Desta forma, em resposta as questões imediatas; precisamos debater e defender um modelo de cidade, como também, propor repostas efetivas para estas contradições. Acho que a DS, Kizomba e o PT precisariam defender uma agenda efetiva e tangível.
Considero que meio urbano é o espaço de reprodução capitalista, refletindo sua organização social, ou seja, âmbito em que ocorre o domínio da estrutura econômica sobre a estrutura social. A cidade capitalista consiste num aglomerado voltado para produção capitalista, determinada historicamente pelo desenvolvimento das forças de produção e pelas relações de produção, que exigiu a concentração dos produtores, a proximidades das matérias-primas e meios de comunicação e circulação de mercadorias. Sendo também espaço de reprodução das classes sociais e dos seus conflitos. Desta maneira, o espaço urbano se constitui como meio de conflito entre os sujeitos sociais e a cidade passa a ser percebida como um processo de lutas e conquistas. Este processo histórico se dá de maneira contraditória, pois ao mesmo tempo em que concentra através da produção a força de trabalho, por outro lado, na sua dinâmica segregacionista e de concentração não cria condições para a reprodução desta força de trabalho.

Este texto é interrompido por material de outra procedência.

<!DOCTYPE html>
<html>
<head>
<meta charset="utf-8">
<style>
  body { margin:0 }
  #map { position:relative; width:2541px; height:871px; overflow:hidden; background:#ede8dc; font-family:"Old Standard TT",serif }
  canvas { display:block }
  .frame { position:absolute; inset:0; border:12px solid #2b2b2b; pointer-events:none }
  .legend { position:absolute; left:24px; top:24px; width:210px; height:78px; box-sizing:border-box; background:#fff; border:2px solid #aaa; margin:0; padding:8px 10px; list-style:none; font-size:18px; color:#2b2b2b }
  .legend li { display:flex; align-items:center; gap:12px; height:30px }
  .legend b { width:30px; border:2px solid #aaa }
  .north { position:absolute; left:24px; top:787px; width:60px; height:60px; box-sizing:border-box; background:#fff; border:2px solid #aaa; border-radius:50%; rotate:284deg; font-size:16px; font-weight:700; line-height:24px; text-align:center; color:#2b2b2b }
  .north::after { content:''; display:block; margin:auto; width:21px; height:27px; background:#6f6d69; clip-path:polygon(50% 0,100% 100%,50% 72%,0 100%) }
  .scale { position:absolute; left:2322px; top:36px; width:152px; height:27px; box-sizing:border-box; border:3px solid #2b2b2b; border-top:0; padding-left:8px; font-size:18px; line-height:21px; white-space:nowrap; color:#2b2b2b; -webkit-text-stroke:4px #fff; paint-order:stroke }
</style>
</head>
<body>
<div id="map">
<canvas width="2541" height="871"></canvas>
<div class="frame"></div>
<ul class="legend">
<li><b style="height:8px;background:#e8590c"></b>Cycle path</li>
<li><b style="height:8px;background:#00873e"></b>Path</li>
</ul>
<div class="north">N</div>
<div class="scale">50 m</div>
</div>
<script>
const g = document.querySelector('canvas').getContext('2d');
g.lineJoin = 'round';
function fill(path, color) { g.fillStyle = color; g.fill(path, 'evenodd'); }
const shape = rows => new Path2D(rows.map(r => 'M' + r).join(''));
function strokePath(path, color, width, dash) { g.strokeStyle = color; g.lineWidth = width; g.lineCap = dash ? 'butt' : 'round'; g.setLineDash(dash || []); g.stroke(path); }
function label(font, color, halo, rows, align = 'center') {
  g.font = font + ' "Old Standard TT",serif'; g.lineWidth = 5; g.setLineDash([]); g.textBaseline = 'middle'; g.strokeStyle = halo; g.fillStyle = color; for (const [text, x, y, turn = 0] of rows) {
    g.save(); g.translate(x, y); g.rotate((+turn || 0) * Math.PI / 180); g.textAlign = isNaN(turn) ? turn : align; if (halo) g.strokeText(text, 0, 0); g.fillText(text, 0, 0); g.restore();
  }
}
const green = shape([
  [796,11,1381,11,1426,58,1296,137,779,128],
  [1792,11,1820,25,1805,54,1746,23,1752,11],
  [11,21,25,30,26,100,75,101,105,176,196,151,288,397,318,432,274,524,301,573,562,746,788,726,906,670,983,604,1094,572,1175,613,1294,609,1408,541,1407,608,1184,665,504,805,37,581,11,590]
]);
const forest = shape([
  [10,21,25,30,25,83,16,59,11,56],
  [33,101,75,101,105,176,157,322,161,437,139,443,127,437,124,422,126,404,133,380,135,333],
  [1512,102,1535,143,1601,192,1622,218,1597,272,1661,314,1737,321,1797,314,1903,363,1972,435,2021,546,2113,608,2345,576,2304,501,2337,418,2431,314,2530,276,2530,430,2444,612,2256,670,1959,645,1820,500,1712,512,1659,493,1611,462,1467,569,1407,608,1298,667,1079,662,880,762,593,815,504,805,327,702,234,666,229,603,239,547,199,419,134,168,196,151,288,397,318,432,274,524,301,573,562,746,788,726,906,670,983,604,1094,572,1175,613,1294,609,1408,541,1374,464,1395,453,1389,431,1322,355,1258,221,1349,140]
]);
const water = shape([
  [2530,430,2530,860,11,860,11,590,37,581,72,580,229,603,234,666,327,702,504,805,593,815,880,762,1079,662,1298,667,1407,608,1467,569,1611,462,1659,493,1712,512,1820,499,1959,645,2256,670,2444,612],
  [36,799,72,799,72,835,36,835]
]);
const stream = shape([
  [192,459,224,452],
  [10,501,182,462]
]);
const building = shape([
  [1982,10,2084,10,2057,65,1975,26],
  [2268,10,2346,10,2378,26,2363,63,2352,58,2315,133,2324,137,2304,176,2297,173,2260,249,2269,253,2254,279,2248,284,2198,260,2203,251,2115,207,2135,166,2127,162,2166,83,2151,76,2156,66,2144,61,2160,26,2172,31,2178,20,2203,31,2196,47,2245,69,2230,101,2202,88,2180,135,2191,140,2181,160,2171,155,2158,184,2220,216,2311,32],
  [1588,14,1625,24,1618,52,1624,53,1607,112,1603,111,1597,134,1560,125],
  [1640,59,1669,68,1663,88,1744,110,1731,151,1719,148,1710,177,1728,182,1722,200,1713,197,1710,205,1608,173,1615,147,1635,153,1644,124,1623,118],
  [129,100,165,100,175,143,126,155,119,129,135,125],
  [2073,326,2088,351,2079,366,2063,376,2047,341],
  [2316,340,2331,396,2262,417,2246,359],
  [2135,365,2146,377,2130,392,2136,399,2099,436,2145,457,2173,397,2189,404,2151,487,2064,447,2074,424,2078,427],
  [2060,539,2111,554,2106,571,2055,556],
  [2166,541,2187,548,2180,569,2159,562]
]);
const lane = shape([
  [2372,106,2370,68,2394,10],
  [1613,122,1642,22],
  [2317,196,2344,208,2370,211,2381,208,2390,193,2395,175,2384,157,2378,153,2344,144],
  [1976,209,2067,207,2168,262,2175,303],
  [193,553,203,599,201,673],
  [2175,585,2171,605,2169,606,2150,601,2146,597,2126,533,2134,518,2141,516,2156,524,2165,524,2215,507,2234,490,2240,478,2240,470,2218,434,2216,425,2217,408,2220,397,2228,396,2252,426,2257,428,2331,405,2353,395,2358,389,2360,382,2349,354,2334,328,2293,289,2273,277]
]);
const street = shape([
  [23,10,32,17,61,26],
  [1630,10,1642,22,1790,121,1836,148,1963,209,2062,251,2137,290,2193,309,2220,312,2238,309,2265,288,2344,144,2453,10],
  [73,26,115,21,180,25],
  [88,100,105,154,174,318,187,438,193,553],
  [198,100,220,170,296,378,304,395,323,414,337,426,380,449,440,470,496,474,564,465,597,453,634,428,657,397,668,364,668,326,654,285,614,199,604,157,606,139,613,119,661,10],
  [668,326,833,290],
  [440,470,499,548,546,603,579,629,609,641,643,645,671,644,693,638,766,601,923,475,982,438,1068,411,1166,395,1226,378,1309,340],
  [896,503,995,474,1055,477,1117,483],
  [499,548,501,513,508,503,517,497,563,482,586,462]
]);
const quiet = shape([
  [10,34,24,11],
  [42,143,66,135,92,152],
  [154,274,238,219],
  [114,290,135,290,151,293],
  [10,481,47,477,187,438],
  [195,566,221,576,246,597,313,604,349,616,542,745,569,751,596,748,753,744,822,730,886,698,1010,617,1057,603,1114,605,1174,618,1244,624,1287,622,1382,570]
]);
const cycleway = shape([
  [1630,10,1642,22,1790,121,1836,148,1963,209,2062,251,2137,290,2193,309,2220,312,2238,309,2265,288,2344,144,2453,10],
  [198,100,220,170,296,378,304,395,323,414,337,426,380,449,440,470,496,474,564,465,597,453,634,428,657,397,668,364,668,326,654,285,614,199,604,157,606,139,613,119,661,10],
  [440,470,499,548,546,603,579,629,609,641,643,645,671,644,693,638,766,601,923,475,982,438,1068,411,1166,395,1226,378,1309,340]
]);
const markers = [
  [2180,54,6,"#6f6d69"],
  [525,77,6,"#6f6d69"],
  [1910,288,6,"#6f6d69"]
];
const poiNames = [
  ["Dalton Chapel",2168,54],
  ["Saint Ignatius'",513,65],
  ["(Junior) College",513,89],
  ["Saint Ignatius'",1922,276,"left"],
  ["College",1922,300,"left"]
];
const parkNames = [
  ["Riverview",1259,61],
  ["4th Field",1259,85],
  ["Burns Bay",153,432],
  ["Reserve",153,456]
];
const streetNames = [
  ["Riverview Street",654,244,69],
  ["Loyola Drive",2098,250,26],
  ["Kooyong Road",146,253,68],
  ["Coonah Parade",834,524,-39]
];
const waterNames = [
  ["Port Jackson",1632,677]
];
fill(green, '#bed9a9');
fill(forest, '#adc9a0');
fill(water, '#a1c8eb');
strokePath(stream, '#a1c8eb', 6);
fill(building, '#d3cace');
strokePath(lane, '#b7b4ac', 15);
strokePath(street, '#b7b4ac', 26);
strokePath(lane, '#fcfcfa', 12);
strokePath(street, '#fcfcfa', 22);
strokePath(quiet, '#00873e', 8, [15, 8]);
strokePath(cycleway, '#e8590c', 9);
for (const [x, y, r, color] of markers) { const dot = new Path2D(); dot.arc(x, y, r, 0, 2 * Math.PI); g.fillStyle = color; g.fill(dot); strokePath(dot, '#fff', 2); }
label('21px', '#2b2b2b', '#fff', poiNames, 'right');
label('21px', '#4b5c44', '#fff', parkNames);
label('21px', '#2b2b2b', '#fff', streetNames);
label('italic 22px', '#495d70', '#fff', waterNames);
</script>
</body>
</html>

O processo de urbanização é a concretização da dinâmica capitalista e da sua valoração, apoiado pelo Estado que ao intervir no espaço consolida este processo, ampliando a tendência concentradora e provocando o deslocamento da população, sobretudo, a mais pobre dos centros urbanos e dos meios de consumo coletivos.
A cidade na atual fase corresponde à forma dominante de acumulação de capital, que tem que atender as suas exigências, concentrando a produção e concentrando os produtores e no mesmo tempo que se apresenta desta maneira ela se constitui no espaço de luta política, pois o domínio do capital e suas contradições se estendem para além das fábricas passando para o local de moradia, para as áreas de consumo coletivo dos serviços públicos. Em suma esta luta é travada no âmbito da produção, mas também é feita de maneira expressiva no consumo.
Neste sentido, creio que em certa medida as mobilizações se dão por um desejo difuso de revolta por um conjunto de problemas, passando pela crítica ao processo de reestruturação do espaço urbano (pelas suas características conservadoras), pela indignação em relação aos péssimos serviços públicos, como também, a frustração pelas características assumidas pelos grandes eventos; como a copa do mundo; que se desdobraram em um encarecimento do custo de vida e confirmam um modelo segregador de cidade.
Outra dimensão do processo é uma evidente negação da política, ou melhor, das formas tradicionais de ação política e isso não se restringe aos partidos políticos, mas também a outras formas como entidades estudantis e sindicatos. Estas organizações encontram grande dificuldade em se colocar ante as mobilizações, na tarefa de organizar a ação e o discurso.
Por assumir estas características difusas, outras expectativas e identidades coletivas são também mobilizadas, através de pautas moralistas, como anticorrupção — o que evidencia a capacidade dos grandes meios de comunicação na produção de sentidos — contado com a participação de segmentos da população mais predispostos a uma leitura à direita do processo. A partir disso; pode até trata-se de paranoia; mas a postura dos grandes veículos de comunicação se modificou um pouco em relação aos atos (vide as matérias das revistas Veja e Época, como também, as chamadas na TV após os atos violentos de ontem à noite); tentando diferenciar os manifestantes de perfil violento da grande maioria pacífica; digressão que não era feita no início das mobilizações. Creio que esta mudança de postura resulte tanto da força das mobilizações, quanto pela percepção por parte dos setores conservadores da “indefinição” política destes movimentos, permitindo talvez algum tipo instrumentalização conservadora contra o governo, ou em uma cruzada contra a corrupção; tendo em vista que já são refratários aos partidos e organizações de esquerda tradicionais. No entanto, não se percebe um sentimento contrário à Dilma.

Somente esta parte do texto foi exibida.